Heart explained that it wasn’t easy to get Gooden to the sit-down.

“It was a very difficult thing for Doc,” she said. “He felt betrayed and he felt lost and I saw this from the months after all of this happened. And Darryl felt that. Darryl really wanted to talk to him face-to-face. They wouldn’t talk on the phone and finally I said, ‘You know what, you guys? If I can bring you together in a real setting in a real place and you can talk this out, will you do it?’ They said ‘absolutely’ because deep down inside, they truly do care for each other.”

Gooden went on a drug and alcohol binge the night before the ’86 victory parade and ended up watching it on television in a Long Island housing project. He was genuinely touched by Friday’s ceremony.

“You have a big hole, no matter how much you’ve accomplished, when you miss something major, something as a kid you dreamed of,” Gooden said. “When you miss something of that magnitude with a team and a city, especially because of addiction — and my addiction had me in a place where I was watching it on TV — it kept me sick for a long time. I was able to learn how to cope with it, but I never got over it. There was always an emptiness there.

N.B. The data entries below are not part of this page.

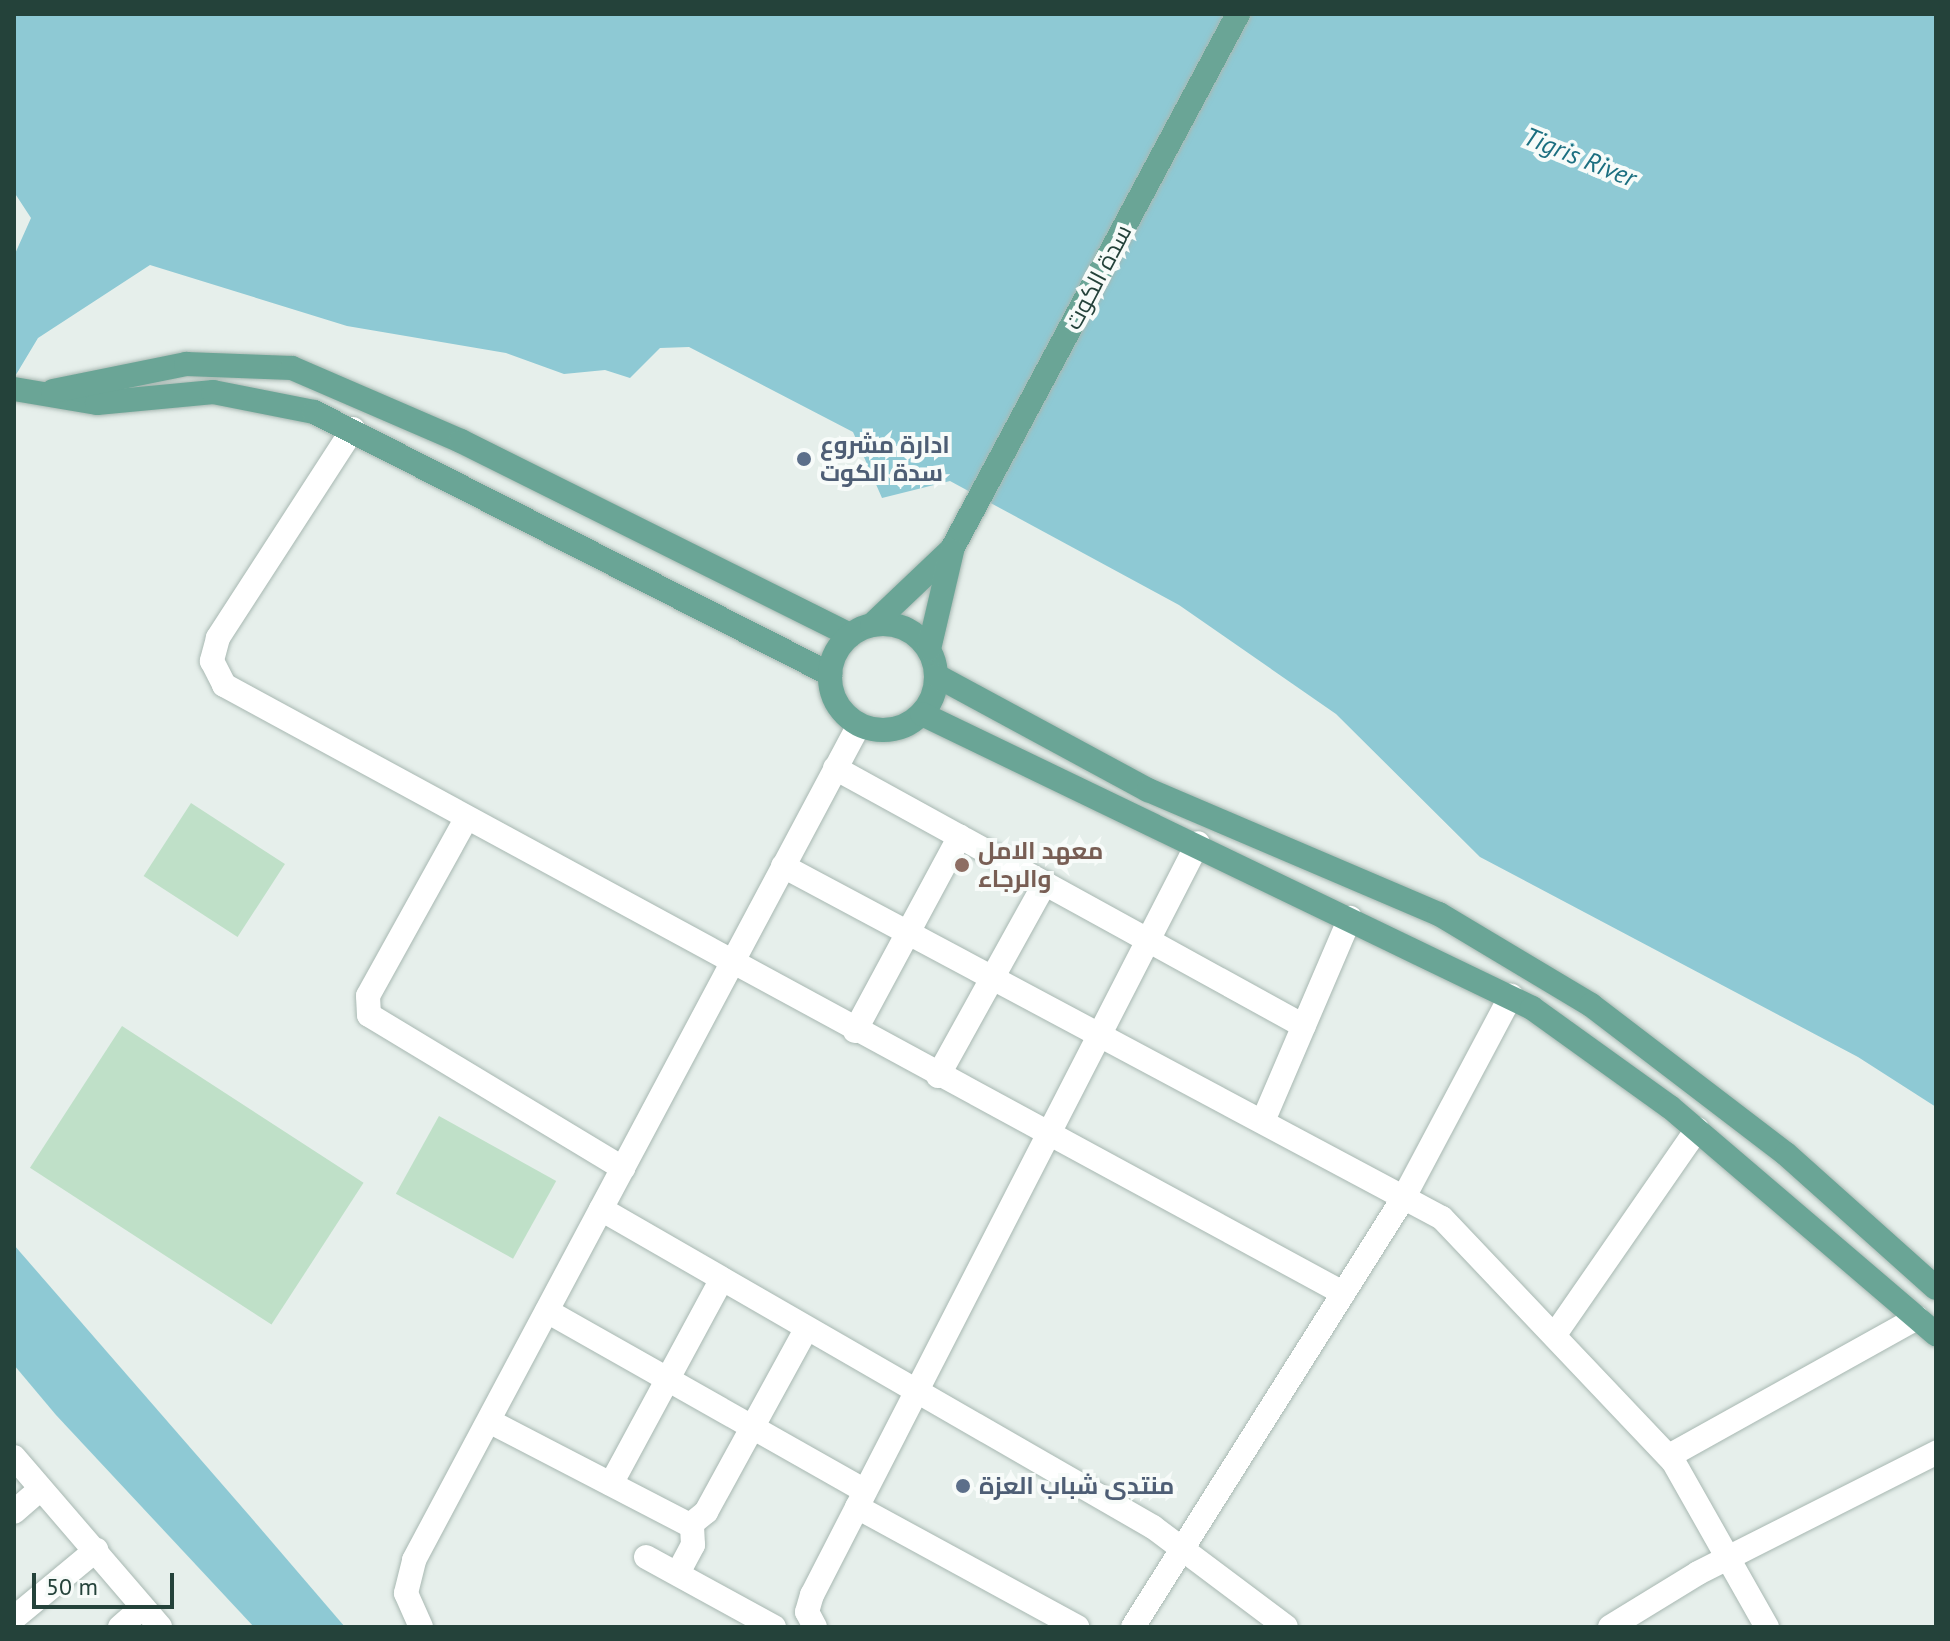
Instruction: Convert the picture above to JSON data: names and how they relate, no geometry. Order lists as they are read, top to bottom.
{
  "streets": {
    "main road": ["سدة الكوت"]
  },
  "water": ["Tigris River"],
  "places": ["ادارة مشروع سدة الكوت", "معهد الامل والرجاء", "منتدى شباب العزة"],
  "scale_bar": "50 m"
}
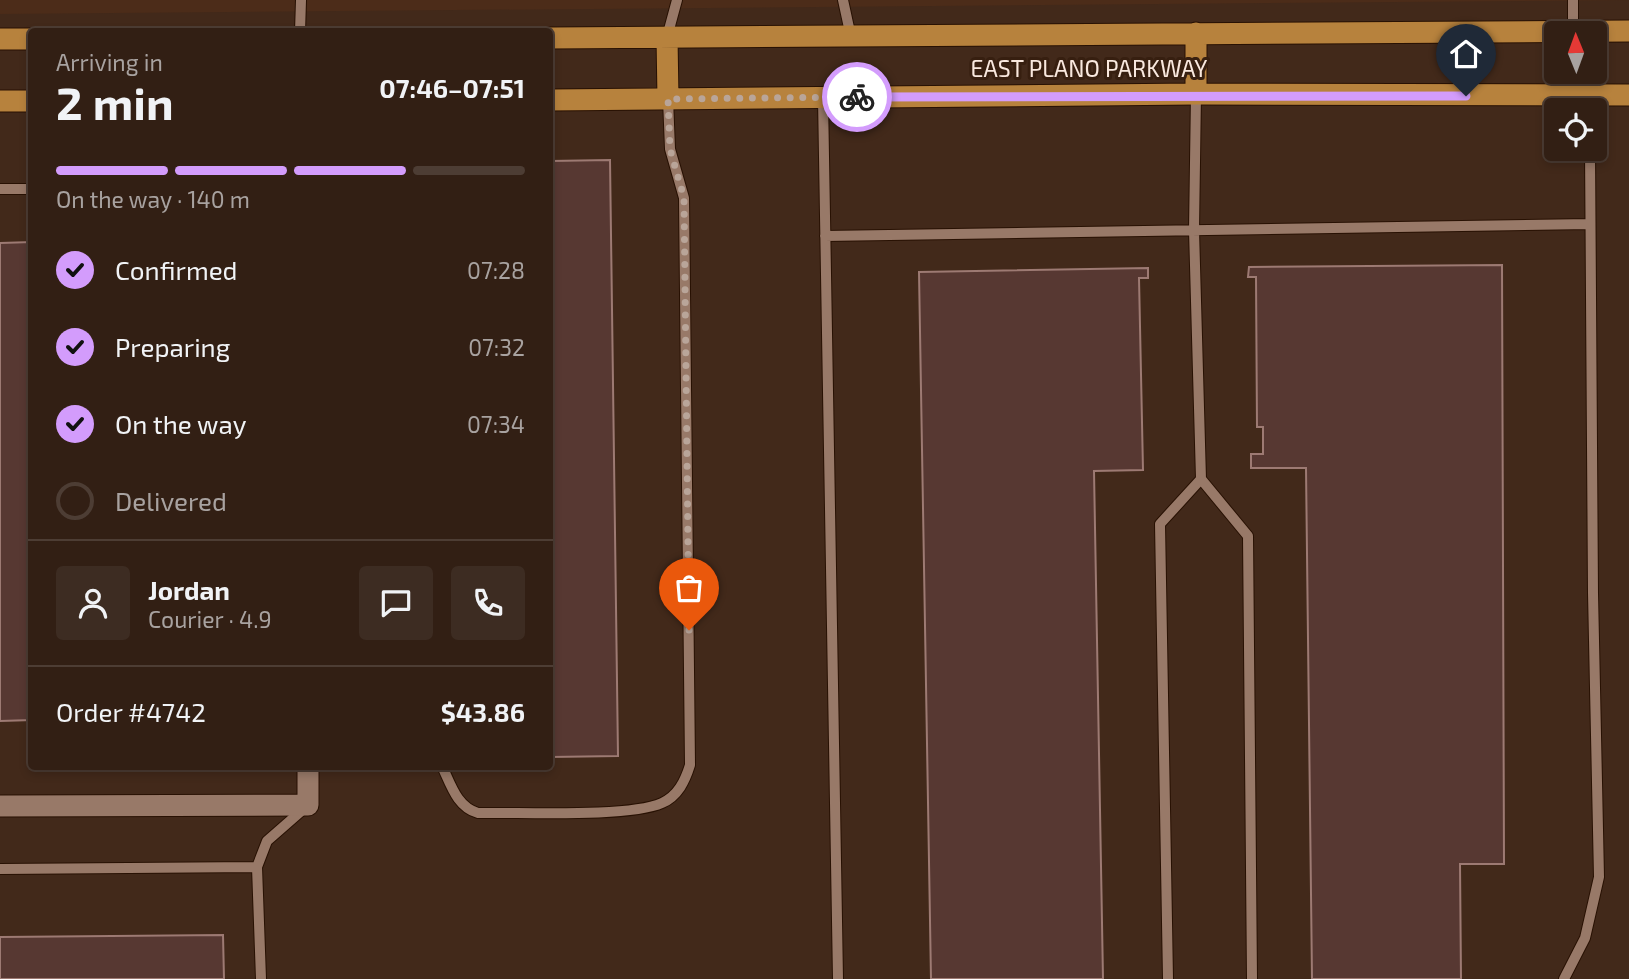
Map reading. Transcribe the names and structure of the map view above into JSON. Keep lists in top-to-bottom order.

And now that void has been filled.”

Gooden said of Strawberry, “We’ve always been close and, deep down, I know he will always love me and I have always loved him.

“At times we didn’t see eye-to-eye and maybe times in the future we might not see eye-to-eye, but we know how to handle that now,” he said. “It’s a good thing because so many people want to see Doc and Darryl.”

G-Fafif
Apr 29 2017 03:55 PM
Re: Happy 30.5th Anniversary, 1986 Mets

A little more in the way of explanation here:

The honor doesn’t coincide with a baseball anniversary — it was put on at the urging of Amy Heart, a sports journalist who is filming a pilot for a sports docu-series. The pilot focuses on Gooden and Strawberry, both of whom have struggled with addiction.

Just last year, Strawberry said he believed Gooden was using drugs again — making a public plea for him to get help in a Daily News interview. That led to a rift between the two players, but by March they were spotted together again — with Strawberry posting a picture of them together on Instagram and thanking Heart for bringing them together.

The city footed the bill to provide the scene for the documentary, with the Department of Citywide Administrative Services building a stage in front of City Hall yesterday. City Hall spokesman Eric Phillips said the production was put on in-house at “extremely minimal” expense.


Take it out of whatever budget they waste on securing the perimeter of MFYS III.

G-Fafif
May 01 2017 12:36 PM
Re: Happy 30.5th Anniversary, 1986 Mets

A little more background on how Doc got his do-over.

https://www.nytimes.com/2017/04/30/nyre ... lasio.html

So how did Ms. Heart get the city not only to pay for the backdrop of a scene in a television pilot but also have the mayor take part? By enlisting the influential lobbying firm of James F. Capalino, a friend and longtime donor to Mr. de Blasio whose business skyrocketed with the mayor’s election.